Dish’s lawyers at Sullivan & Cromwell and Willkie Farr & Gallagher haven’t yet responded to Monday’s filing, but they gave a preview of the company’s arguments in a brief last week that countered the creditors committee’s opening salvo. Dish’s position: The agreement it signed with the secured creditors was premised on LightSquared’s Chapter 11 hitting various milestone dates, and despite Dish’s best efforts, the case didn’t meet those deadlines. According to Dish, it has every right to walk away from a deal whose terms weren’t met. Dish also insists that Judge Chapman’s bid procedures order required its bid to remain live through Feb. 15 only if a competing bidder emerged with a better offer. Under Dish’s reading of the order, it’s not bound by Judge Chapman’s terms because there are no other bidders.

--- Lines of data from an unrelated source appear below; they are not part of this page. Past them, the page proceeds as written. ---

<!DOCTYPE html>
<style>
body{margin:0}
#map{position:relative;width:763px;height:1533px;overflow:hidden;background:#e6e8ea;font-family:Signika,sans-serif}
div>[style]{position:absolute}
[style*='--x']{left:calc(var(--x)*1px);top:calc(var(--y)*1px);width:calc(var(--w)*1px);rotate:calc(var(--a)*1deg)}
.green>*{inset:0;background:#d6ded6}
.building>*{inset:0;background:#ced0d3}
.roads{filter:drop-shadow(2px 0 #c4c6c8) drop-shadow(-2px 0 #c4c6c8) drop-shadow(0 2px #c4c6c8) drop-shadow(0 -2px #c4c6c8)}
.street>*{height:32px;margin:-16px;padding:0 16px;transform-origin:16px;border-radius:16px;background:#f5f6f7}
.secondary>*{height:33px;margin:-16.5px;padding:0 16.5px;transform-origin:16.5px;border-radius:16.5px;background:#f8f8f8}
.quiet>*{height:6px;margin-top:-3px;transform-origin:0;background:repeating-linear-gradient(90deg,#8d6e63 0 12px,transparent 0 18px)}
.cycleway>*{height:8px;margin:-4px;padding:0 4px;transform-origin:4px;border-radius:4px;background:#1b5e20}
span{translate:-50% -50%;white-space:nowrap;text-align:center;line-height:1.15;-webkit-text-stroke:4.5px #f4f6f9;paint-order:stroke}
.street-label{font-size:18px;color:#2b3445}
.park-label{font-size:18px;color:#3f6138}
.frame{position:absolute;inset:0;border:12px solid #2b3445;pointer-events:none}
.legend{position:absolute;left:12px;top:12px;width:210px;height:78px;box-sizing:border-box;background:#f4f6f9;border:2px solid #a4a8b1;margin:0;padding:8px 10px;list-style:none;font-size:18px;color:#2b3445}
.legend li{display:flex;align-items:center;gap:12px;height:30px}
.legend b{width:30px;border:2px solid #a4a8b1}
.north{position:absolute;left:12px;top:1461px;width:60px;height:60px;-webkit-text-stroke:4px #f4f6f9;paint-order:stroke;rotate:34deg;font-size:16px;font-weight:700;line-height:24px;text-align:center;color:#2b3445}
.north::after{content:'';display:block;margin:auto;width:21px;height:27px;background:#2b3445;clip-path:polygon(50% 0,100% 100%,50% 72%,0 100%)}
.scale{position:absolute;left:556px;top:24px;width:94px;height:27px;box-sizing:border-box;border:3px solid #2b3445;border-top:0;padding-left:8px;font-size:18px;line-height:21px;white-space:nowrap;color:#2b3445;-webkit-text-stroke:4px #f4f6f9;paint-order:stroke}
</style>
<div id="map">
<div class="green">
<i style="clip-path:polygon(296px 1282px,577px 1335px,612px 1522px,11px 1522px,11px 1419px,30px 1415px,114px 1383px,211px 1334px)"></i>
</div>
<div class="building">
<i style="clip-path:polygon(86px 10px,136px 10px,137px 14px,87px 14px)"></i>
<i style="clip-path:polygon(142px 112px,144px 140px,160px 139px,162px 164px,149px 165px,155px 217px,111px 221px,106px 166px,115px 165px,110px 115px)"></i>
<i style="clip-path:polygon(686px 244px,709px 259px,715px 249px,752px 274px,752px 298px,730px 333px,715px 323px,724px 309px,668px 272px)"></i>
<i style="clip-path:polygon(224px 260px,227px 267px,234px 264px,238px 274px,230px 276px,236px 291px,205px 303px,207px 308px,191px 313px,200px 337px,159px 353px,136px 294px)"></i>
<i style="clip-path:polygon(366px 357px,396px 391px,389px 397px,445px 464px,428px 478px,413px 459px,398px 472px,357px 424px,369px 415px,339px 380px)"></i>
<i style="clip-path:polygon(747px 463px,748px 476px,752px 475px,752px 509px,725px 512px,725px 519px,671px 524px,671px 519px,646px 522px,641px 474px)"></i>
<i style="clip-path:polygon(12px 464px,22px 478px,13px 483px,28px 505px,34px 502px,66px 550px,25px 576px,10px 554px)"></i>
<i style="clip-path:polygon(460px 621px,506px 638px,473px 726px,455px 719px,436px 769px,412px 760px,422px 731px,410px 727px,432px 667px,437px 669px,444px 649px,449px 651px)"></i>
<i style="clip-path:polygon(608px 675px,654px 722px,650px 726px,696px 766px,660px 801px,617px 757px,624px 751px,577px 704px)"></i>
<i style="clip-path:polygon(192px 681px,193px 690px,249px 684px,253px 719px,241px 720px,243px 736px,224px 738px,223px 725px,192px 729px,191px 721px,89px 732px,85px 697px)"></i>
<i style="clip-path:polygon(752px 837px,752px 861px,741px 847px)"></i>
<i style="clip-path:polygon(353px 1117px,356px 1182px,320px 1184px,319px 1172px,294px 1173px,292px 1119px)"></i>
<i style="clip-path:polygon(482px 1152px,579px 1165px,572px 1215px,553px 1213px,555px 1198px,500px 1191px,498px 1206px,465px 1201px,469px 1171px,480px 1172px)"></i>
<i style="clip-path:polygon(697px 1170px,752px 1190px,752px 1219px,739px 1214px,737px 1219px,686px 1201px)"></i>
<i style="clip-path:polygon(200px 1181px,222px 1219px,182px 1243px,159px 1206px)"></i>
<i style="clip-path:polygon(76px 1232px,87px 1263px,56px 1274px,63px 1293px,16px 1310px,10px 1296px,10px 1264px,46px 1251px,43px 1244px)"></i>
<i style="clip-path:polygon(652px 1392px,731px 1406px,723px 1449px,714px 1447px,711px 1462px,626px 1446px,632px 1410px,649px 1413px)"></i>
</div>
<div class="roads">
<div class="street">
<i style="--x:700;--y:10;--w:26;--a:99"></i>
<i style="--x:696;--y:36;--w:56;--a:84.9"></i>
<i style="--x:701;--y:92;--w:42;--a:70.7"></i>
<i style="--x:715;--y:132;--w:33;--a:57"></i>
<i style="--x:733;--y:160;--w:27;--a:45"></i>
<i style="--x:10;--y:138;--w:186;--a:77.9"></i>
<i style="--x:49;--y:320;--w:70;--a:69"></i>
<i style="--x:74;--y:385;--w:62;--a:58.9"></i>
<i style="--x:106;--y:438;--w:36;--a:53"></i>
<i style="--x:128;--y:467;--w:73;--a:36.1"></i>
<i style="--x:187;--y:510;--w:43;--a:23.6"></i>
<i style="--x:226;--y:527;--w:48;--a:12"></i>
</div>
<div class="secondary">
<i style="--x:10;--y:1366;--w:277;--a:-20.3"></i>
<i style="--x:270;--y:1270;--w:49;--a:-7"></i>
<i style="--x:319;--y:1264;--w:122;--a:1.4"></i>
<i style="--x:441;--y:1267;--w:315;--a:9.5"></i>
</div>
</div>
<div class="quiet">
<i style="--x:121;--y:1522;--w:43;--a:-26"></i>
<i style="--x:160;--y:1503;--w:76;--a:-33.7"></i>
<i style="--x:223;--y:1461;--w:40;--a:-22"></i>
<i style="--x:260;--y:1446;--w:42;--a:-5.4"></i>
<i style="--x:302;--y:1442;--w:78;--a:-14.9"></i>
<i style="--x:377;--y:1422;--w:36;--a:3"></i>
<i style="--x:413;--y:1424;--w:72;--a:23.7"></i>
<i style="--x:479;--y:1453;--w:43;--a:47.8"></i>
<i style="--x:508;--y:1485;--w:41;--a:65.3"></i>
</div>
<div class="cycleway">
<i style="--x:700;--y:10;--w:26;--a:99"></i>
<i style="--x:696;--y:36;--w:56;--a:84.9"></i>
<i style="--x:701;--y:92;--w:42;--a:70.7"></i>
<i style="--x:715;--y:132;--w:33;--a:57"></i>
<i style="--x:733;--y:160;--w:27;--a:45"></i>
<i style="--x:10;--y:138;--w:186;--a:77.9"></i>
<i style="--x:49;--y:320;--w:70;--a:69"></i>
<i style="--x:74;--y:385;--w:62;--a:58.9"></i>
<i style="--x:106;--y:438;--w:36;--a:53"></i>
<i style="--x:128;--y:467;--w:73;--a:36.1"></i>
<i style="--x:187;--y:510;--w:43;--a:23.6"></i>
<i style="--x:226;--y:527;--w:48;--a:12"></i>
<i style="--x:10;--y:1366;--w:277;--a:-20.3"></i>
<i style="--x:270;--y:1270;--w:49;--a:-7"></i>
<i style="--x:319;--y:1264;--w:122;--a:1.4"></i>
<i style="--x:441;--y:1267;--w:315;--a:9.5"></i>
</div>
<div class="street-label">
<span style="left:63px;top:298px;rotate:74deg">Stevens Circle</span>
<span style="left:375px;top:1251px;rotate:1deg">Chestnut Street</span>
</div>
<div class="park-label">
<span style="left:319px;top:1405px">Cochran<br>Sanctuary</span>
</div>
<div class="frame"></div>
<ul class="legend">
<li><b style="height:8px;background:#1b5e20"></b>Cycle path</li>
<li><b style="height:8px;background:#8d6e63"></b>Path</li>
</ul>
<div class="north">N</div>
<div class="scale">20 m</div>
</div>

Debtors and distressed debt investors should be paying attention to the technicalities of Dish’s agreement with the secured creditors; if Dish is permitted to wriggle out of its stalking horse bid, future creditors committees should be sure to protect themselves against a similar eventuality.

For the rest of us, it’s fascinating to speculate about exactly what sort of game Ergen and Dish are playing. Remember, Ergen’s got almost a billion dollars of his own money at stake in LightSquared – more than any other single member of the secured creditors committee that’s now threatening to sue him and his company. Assuming that LightSquared fails in its attempt to subordinate Ergen’s debt, he stands to lose more than any other creditor from Dish’s reversal on LightSquared spectrum licenses. Meanwhile, the value of those licenses is more questionable than ever. On Friday, the Federal Communications Commission filed a statement in the LightSquared Chapter 11, indicating that it cannot provide assurances that it will complete its review of “spectrum management issues” related to LightSquared’s licenses before the end of 2014. You can see why LightSquared’s creditors are so worried about Dish walking away.

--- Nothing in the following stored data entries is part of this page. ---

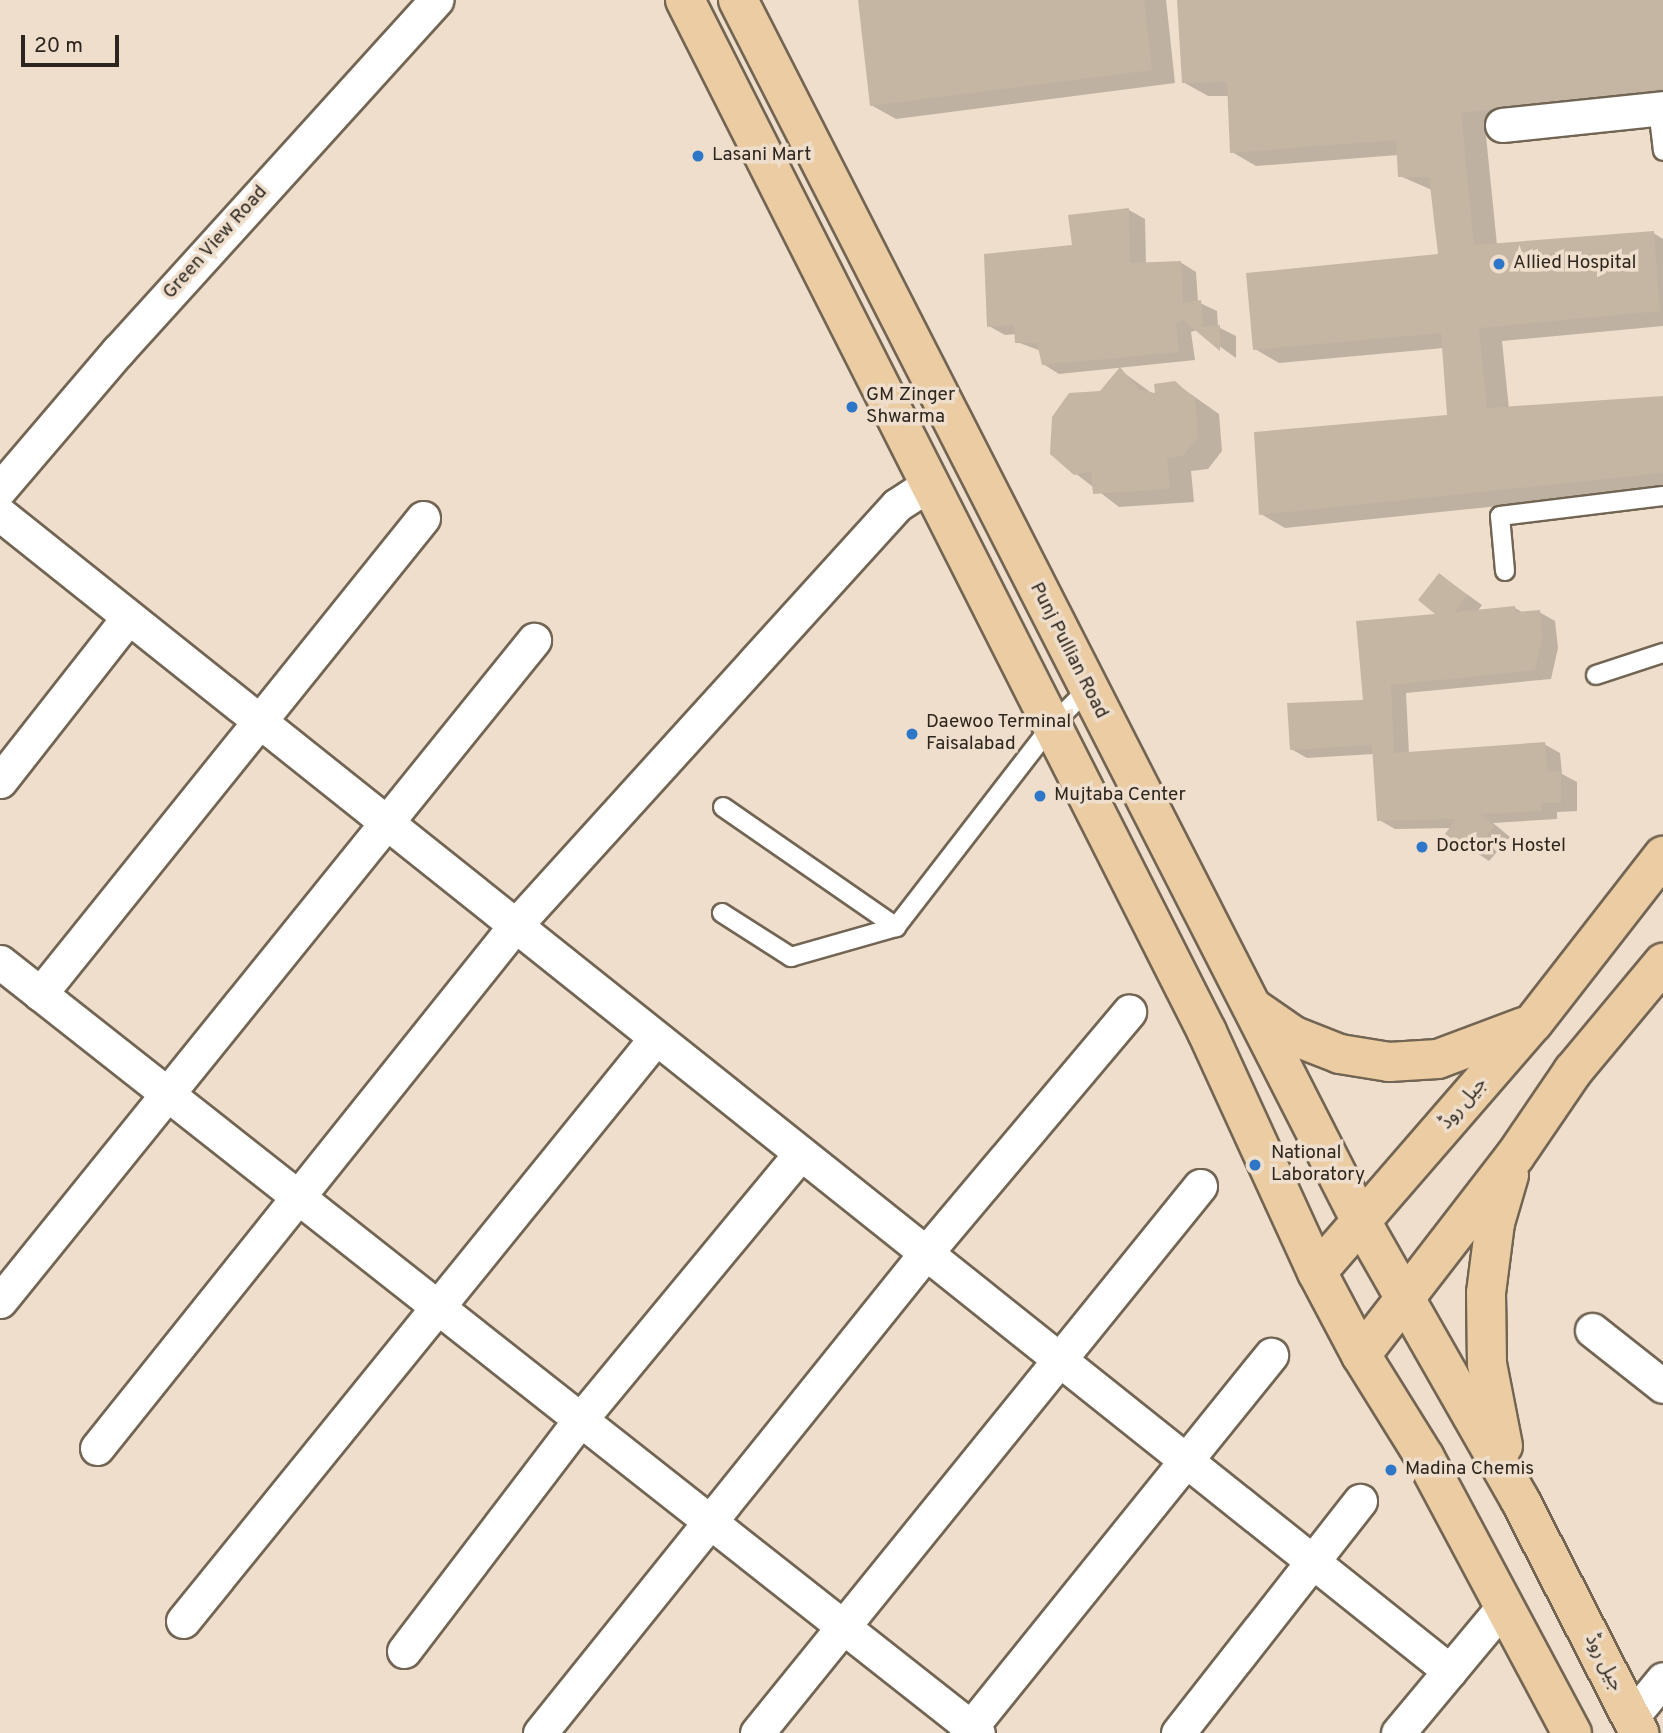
<!DOCTYPE html>
<meta charset="utf-8">
<style>
body{margin:0}
#map{position:relative;width:1663px;height:1733px;overflow:hidden;background:#eedecb;font-family:Overpass,"Noto Sans Arabic",sans-serif}
div>[style]{position:absolute}
.shadow>*{inset:0;background:#0003}
.building>*{inset:0;background:#c5b6a4}
.roads{filter:drop-shadow(2px 0 #726553) drop-shadow(-2px 0 #726553) drop-shadow(0 2px #726553) drop-shadow(0 -2px #726553)}
.service>*{height:18px;margin:-9px;padding:0 9px;transform-origin:9px;border-radius:9px;background:#fff}
.minor>*{height:33px;margin:-16.5px;padding:0 16.5px;transform-origin:16.5px;border-radius:16.5px;background:#fff}
.primary>*{height:38px;margin:-19px;padding:0 19px;transform-origin:19px;border-radius:19px;background:#ebcca3}
.dots>*{width:19px;height:19px;translate:-50% -50%;box-sizing:border-box;border:4px solid #eedecb;border-radius:50%}
span{translate:-50% -50%;white-space:nowrap;text-align:center;line-height:1.15;-webkit-text-stroke:7px #eedecb;paint-order:stroke}
.poi-label{font-size:19px;color:#2c261f}
.left{translate:0 -50%;text-align:left}
.street-label{font-size:19px;color:#2c261f}
.scale{position:absolute;left:21px;top:35px;width:98px;height:32px;box-sizing:border-box;border:4px solid #2c261f;border-top:0;padding-left:9px;font-size:21px;line-height:24px;white-space:nowrap;color:#2c261f;-webkit-text-stroke:5px #eedecb;paint-order:stroke}
</style>
<div id="map">
<div class="shadow">
<i style="clip-path:polygon(859px 0,1166px 0,1175px 83px,896px 119px,871px 105px)"></i>
<i style="clip-path:polygon(1179px 0,1663px 0,1663px 105px,1485px 126px,1497px 245px,1653px 233px,1663px 239px,1663px 326px,1502px 341px,1509px 409px,1663px 398px,1663px 489px,1285px 528px,1261px 514px,1449px 417px,1444px 348px,1279px 363px,1255px 349px,1440px 256px,1432px 190px,1400px 176px,1398px 155px,1256px 166px,1232px 152px,1229px 96px,1208px 96px,1183px 82px)"></i>
<i style="clip-path:polygon(1129px 210px,1145px 219px,1146px 264px,1180px 262px,1196px 272px,1198px 302px,1217px 311px,1218px 327px,1236px 336px,1236px 358px,1197px 330px,1191px 332px,1195px 360px,1059px 374px,1043px 364px,1041px 351px,1017px 342px,1016px 334px,1005px 335px,989px 326px,1074px 246px)"></i>
<i style="clip-path:polygon(1120px 370px,1153px 394px,1175px 383px,1219px 414px,1222px 451px,1208px 469px,1191px 471px,1194px 502px,1119px 507px,1075px 473px,1101px 393px)"></i>
<i style="clip-path:polygon(1440px 575px,1482px 605px,1477px 612px,1515px 608px,1524px 613px,1539px 612px,1555px 621px,1558px 648px,1551px 679px,1406px 693px,1409px 754px,1544px 744px,1560px 753px,1562px 774px,1577px 782px,1577px 811px,1557px 812px,1557px 819px,1493px 823px,1510px 837px,1489px 861px,1447px 833px,1451px 828px,1395px 829px,1379px 820px,1374px 754px,1307px 758px,1291px 749px,1364px 701px,1439px 616px)"></i>
</div>
<div class="building">
<i style="clip-path:polygon(858px 0,1144px 0,1152px 70px,870px 106px)"></i>
<i style="clip-path:polygon(1177px 0,1663px 0,1663px 89px,1461px 113px,1474px 245px,1654px 231px,1660px 311px,1479px 328px,1487px 408px,1663px 396px,1663px 473px,1259px 515px,1254px 432px,1447px 415px,1441px 333px,1253px 350px,1246px 273px,1438px 254px,1429px 177px,1398px 177px,1396px 140px,1230px 153px,1227px 82px,1182px 83px)"></i>
<i style="clip-path:polygon(1129px 208px,1130px 263px,1181px 261px,1183px 303px,1201px 300px,1203px 327px,1220px 325px,1220px 351px,1183px 320px,1176px 323px,1179px 352px,1042px 365px,1037px 343px,1015px 343px,1014px 325px,987px 327px,984px 254px,1072px 245px,1068px 215px)"></i>
<i style="clip-path:polygon(1120px 367px,1139px 390px,1155px 393px,1154px 384px,1175px 381px,1195px 399px,1198px 437px,1183px 456px,1167px 458px,1170px 489px,1093px 494px,1091px 471px,1074px 475px,1050px 454px,1052px 417px,1069px 393px,1100px 391px)"></i>
<i style="clip-path:polygon(1439px 573px,1467px 595px,1455px 612px,1515px 606px,1516px 612px,1540px 610px,1542px 638px,1535px 670px,1391px 685px,1394px 753px,1545px 742px,1548px 772px,1561px 771px,1561px 803px,1541px 803px,1542px 811px,1480px 814px,1495px 826px,1472px 853px,1445px 834px,1456px 819px,1377px 821px,1372px 745px,1290px 750px,1287px 703px,1363px 700px,1356px 621px,1435px 614px,1418px 600px)"></i>
</div>
<div class="roads">
<div class="service">
<i style="left:1658px;top:109px;width:42px;rotate:83.2deg"></i>
<i style="left:1505px;top:571px;width:55px;rotate:-95.2deg"></i>
<i style="left:1500px;top:516px;width:164px;rotate:-7deg"></i>
<i style="left:1596px;top:675px;width:71px;rotate:-18.2deg"></i>
<i style="left:723px;top:807px;width:211px;rotate:34.7deg"></i>
<i style="left:896px;top:927px;width:257px;rotate:-52.3deg"></i>
<i style="left:1053px;top:724px;width:48px;rotate:-45deg"></i>
<i style="left:722px;top:913px;width:82px;rotate:32.5deg"></i>
<i style="left:791px;top:957px;width:109px;rotate:-15.9deg"></i>
</div>
<div class="minor">
<i style="left:1502px;top:125px;width:162px;rotate:-6deg"></i>
<i style="left:0;top:489px;width:182px;rotate:-49.5deg"></i>
<i style="left:118px;top:351px;width:474px;rotate:-47.8deg"></i>
<i style="left:0;top:514px;width:1855px;rotate:38.59deg"></i>
<i style="left:0;top:781px;width:206px;rotate:-51.9deg"></i>
<i style="left:0;top:962px;width:1245px;rotate:38.25deg"></i>
<i style="left:40px;top:994px;width:611px;rotate:-51.18deg"></i>
<i style="left:0;top:1301px;width:850px;rotate:-51.07deg"></i>
<i style="left:1592px;top:1330px;width:90px;rotate:38.3deg"></i>
<i style="left:97px;top:1448px;width:667px;rotate:-51.33deg"></i>
<i style="left:514px;top:927px;width:570px;rotate:-47.77deg"></i>
<i style="left:897px;top:505px;width:40px;rotate:-32.9deg"></i>
<i style="left:183px;top:1621px;width:749px;rotate:-50.96deg"></i>
<i style="left:404px;top:1651px;width:290px;rotate:-52.7deg"></i>
<i style="left:580px;top:1420px;width:345px;rotate:-50.4deg"></i>
<i style="left:1631px;top:1718px;width:50px;rotate:-50.6deg"></i>
<i style="left:540px;top:1733px;width:615px;rotate:-51.21deg"></i>
<i style="left:925px;top:1254px;width:317px;rotate:-49.9deg"></i>
<i style="left:757px;top:1733px;width:704px;rotate:-51deg"></i>
<i style="left:966px;top:1733px;width:486px;rotate:-51.1deg"></i>
<i style="left:1178px;top:1733px;width:295px;rotate:-51.9deg"></i>
<i style="left:1398px;top:1733px;width:165px;rotate:-50.2deg"></i>
</div>
<div class="primary">
<i style="left:685px;top:0;width:1157px;rotate:63.17deg"></i>
<i style="left:1207px;top:1032px;width:264px;rotate:65.4deg"></i>
<i style="left:1317px;top:1272px;width:94px;rotate:62.1deg"></i>
<i style="left:1361px;top:1355px;width:121px;rotate:58.1deg"></i>
<i style="left:1425px;top:1458px;width:312px;rotate:61.9deg"></i>
<i style="left:738px;top:0;width:1373px;rotate:62.97deg"></i>
<i style="left:1362px;top:1223px;width:319px;rotate:60.3deg"></i>
<i style="left:1520px;top:1500px;width:262px;rotate:62.9deg"></i>
<i style="left:1255px;top:1009px;width:47px;rotate:34.7deg"></i>
<i style="left:1294px;top:1036px;width:49px;rotate:21.4deg"></i>
<i style="left:1340px;top:1054px;width:50px;rotate:9.3deg"></i>
<i style="left:1389px;top:1062px;width:49px;rotate:-3.5deg"></i>
<i style="left:1438px;top:1059px;width:91px;rotate:-20.6deg"></i>
<i style="left:1317px;top:1272px;width:330px;rotate:-49.1deg"></i>
<i style="left:1533px;top:1023px;width:212px;rotate:-52.1deg"></i>
<i style="left:1361px;top:1355px;width:252px;rotate:-52.3deg"></i>
<i style="left:1515px;top:1156px;width:103px;rotate:-55.7deg"></i>
<i style="left:1573px;top:1071px;width:141px;rotate:-50.2deg"></i>
<i style="left:1503px;top:1446px;width:84px;rotate:-101deg"></i>
<i style="left:1487px;top:1364px;width:71px;rotate:-90.8deg"></i>
<i style="left:1486px;top:1293px;width:71px;rotate:-82.7deg"></i>
<i style="left:1495px;top:1223px;width:50px;rotate:-73.7deg"></i>
</div>
</div>
<div class="dots">
<i style="left:698px;top:156px;background:#2e77c8"></i>
<i style="left:1499px;top:264px;background:#2e77c8"></i>
<i style="left:852px;top:407px;background:#2e77c8"></i>
<i style="left:912px;top:734px;background:#2e77c8"></i>
<i style="left:1040px;top:796px;background:#2e77c8"></i>
<i style="left:1422px;top:847px;background:#2e77c8"></i>
<i style="left:1255px;top:1165px;background:#2e77c8"></i>
<i style="left:1391px;top:1470px;background:#2e77c8"></i>
</div>
<div class="poi-label">
<span class="left" style="left:712px;top:156px">Lasani Mart</span>
<span class="left" style="left:1513px;top:264px">Allied Hospital</span>
<span class="left" style="left:866px;top:407px">GM Zinger<br>Shwarma</span>
<span class="left" style="left:926px;top:734px">Daewoo Terminal<br>Faisalabad</span>
<span class="left" style="left:1054px;top:796px">Mujtaba Center</span>
<span class="left" style="left:1436px;top:847px">Doctor's Hostel</span>
<span class="left" style="left:1271px;top:1165px">National<br>Laboratory</span>
<span class="left" style="left:1405px;top:1470px">Madina Chemis</span>
</div>
<div class="street-label">
<span style="left:216px;top:243px;rotate:-48deg">Green View Road</span>
<span style="left:1068px;top:651px;rotate:63deg">Punj Pullian Road</span>
<span style="left:1464px;top:1104px;rotate:-50deg">جیل روڈ</span>
<span style="left:1603px;top:1663px;rotate:63deg">جیل روڈ</span>
</div>
<div class="scale">20 m</div>
</div>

Is Ergen really willing to chalk up his personal investment in LightSquared as a mistake? Dish, after all, has other spectrum-acquisition options, including an upcoming government auction in which the company has announced its intention to bid. Dish’s minority shareholders have been agitating for months (as you know if you’ve been following my coverage of their case) about the possibility that Dish agreed to pay too high a price for LightSquared in order to cover Ergen’s position. Ergen has always responded that his interests are identical to Dish’s because his fortune is in Dish shares. Dish’s willingness to abandon its LightSquared offer and leave LightSquared creditors – including Ergen – without a live bid for assets of apparently declining value sure seems to support Ergen’s assertion that what’s good for Dish is good for him.

I, for one, will be gravely disappointed if the Ergen/Dish/LightSquared saga ends with Dish simply abandoning its bid to the detriment of its founder. I’m counting on the billionaire Ergen to be more devious than that.